As I have said before, the remark that we have had all we wanted from the state and not wanted others to have nothing, that cannot apply at least to this section; for the improvements in which we are interested and by which we have benefited have been made in the way in which I say any wise system of improvements must be made. They have been made by the capital and enterprise of the parties that were particularly interested in them. They have not been made by the capital of the state. We have not had the aid of the state for these purposes. On the contrary, the only subscription that ever was made by the state to the Baltimore & Ohio Railroad she withdrew in the manner mentioned by the gentleman from Wood this morning, taking advantage of the road not being completed to Cumberland in the time specified in. the act; and from that period to the present, the Baltimore road has worked its way, so far as the State of Virginia was concerned, without taxing the treasury of the state.

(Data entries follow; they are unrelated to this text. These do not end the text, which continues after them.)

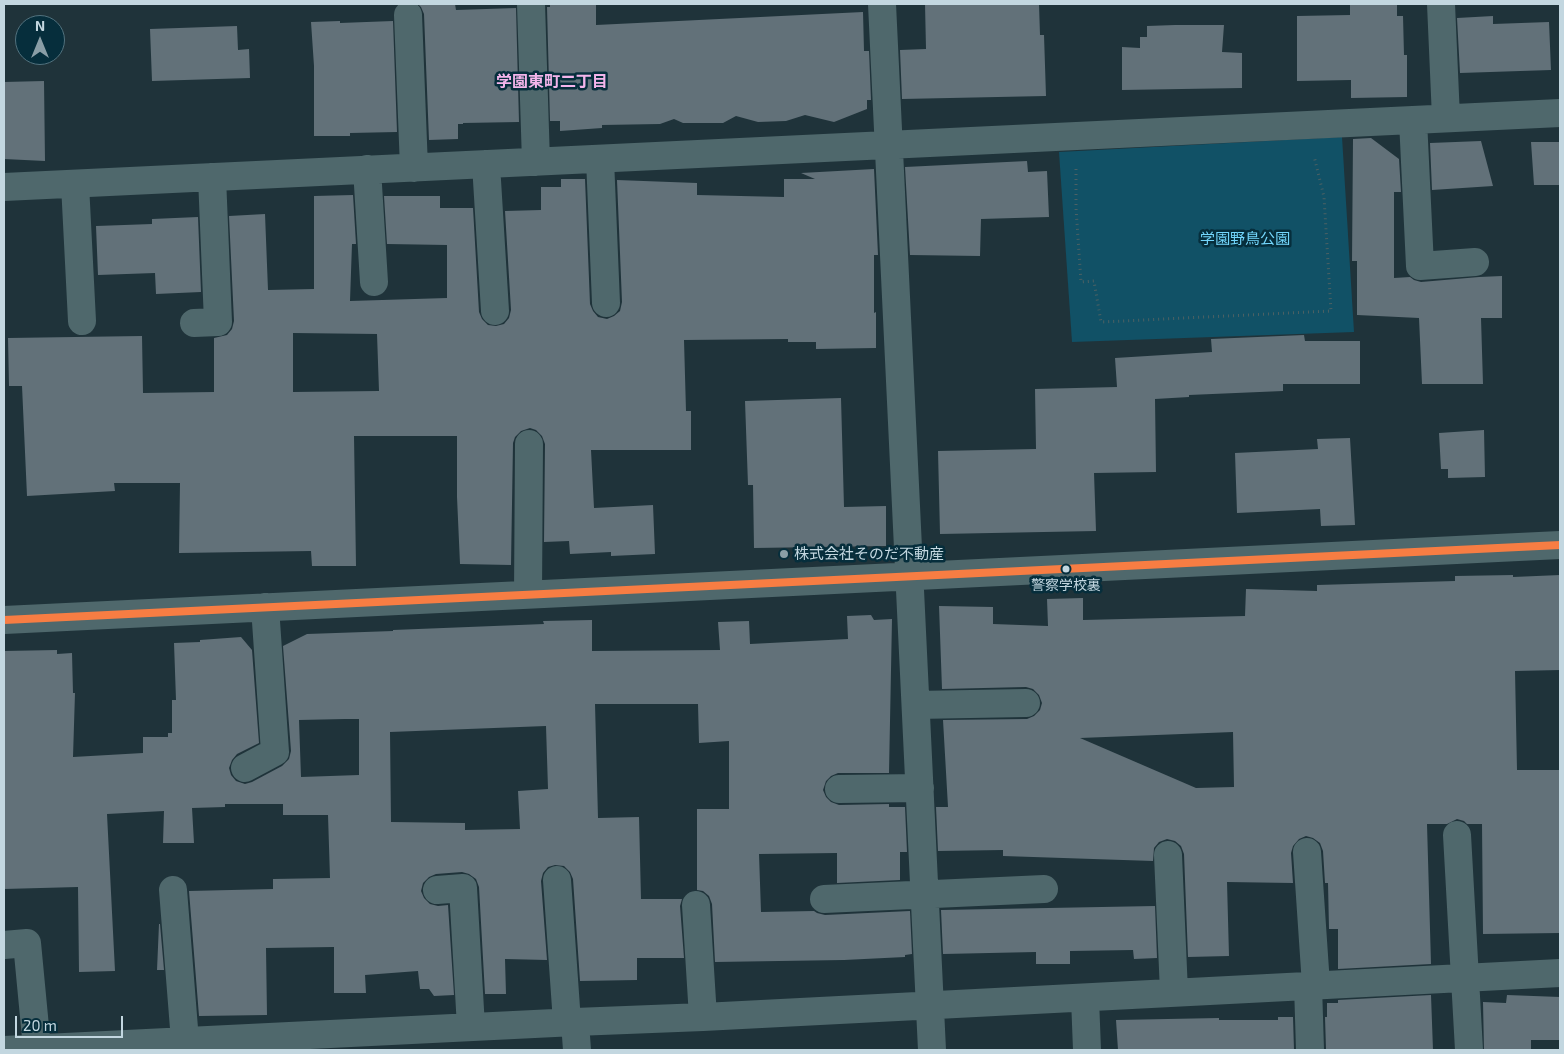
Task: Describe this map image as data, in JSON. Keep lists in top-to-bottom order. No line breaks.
{"districts":["学園東町二丁目"],"parks":["学園野鳥公園"],"places":["株式会社そのだ不動産","警察学校裏"],"scale_bar":"20 m","north":"top"}
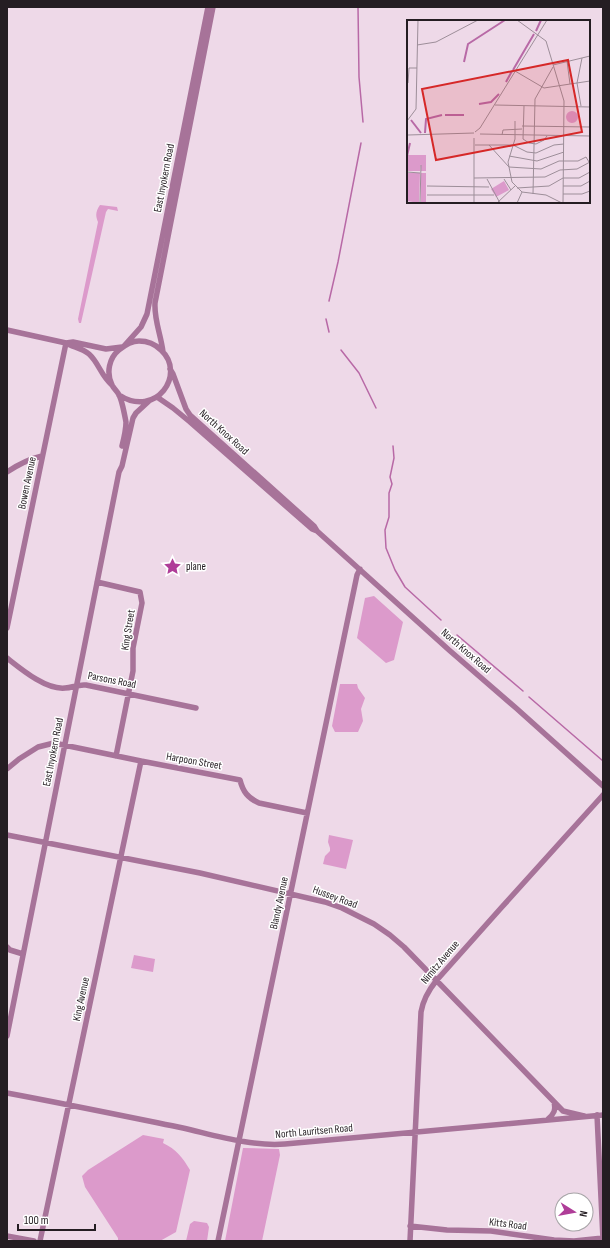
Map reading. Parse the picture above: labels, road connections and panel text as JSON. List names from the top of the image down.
{
  "streets": {
    "street": [
      "East Inyokern Road",
      "North Knox Road",
      "Bowen Avenue",
      "King Street",
      "Parsons Road",
      "Harpoon Street",
      "Hussey Road",
      "Blandy Avenue",
      "Nimitz Avenue",
      "King Avenue",
      "North Lauritsen Road",
      "Kitts Road"
    ]
  },
  "crossings": [
    ["East Inyokern Road", "North Knox Road"],
    ["East Inyokern Road", "King Street"],
    ["East Inyokern Road", "Parsons Road"],
    ["East Inyokern Road", "Harpoon Street"],
    ["East Inyokern Road", "Hussey Road"],
    ["North Knox Road", "Blandy Avenue"],
    ["King Street", "Parsons Road"],
    ["King Street", "Harpoon Street"],
    ["Harpoon Street", "Blandy Avenue"],
    ["Harpoon Street", "King Avenue"],
    ["Hussey Road", "Blandy Avenue"],
    ["Hussey Road", "Nimitz Avenue"],
    ["Hussey Road", "King Avenue"],
    ["Hussey Road", "North Lauritsen Road"],
    ["Blandy Avenue", "North Lauritsen Road"],
    ["Nimitz Avenue", "North Lauritsen Road"],
    ["Nimitz Avenue", "Kitts Road"],
    ["King Avenue", "North Lauritsen Road"]
  ],
  "places": {
    "place": ["plane"]
  },
  "scale_bar": "100 m",
  "north": "right"
}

MR. STUART of Doddridge. I must take issue with the gentleman who has just spoken. He cannot name a single prosperous state that has not been made so by this system of internal improvements. Not one that I know. It is useless for me to repeat that I have no direct interest in the motion I have made here; that I am looking to the interest and prosperity of the State and looking to the interest of these people that this policy is going to affect. We are asking the people here in the southwest to cut themselves loose from a certain people and come with us and form a new State; and at the same time you adopt a provision which utterly denies the prospect of having any internal improvements made, to develop their great resources. I am just as well assured as that I stand here that the action that is sought to be carried out here will drive those people from us just as sure as we stand on this floor. They have no other remedy on earth. They have not got capital to build these improvements, and where is it going to come from? If the State will not look after her own, do we expect strangers will come in and doit? A great part of the country south of the Northwestern Virginia road is a wilderness, land worth 50 cents on the dollar. Build a railroad in there and that land will be worth twenty dollars an acre. Fifteen years ago when I emigrated to Doddridge county I could turn around and buy land for 50 cents an acre. The building of the Northwestern road increased it five to ten-fold in value. One year after that road was built land that would not have brought more than fifty cents could not be bought for less than $15 to $20 an acre. This policy will keep our hills for deers and wildcats instead of inducing people to come in and develop the country.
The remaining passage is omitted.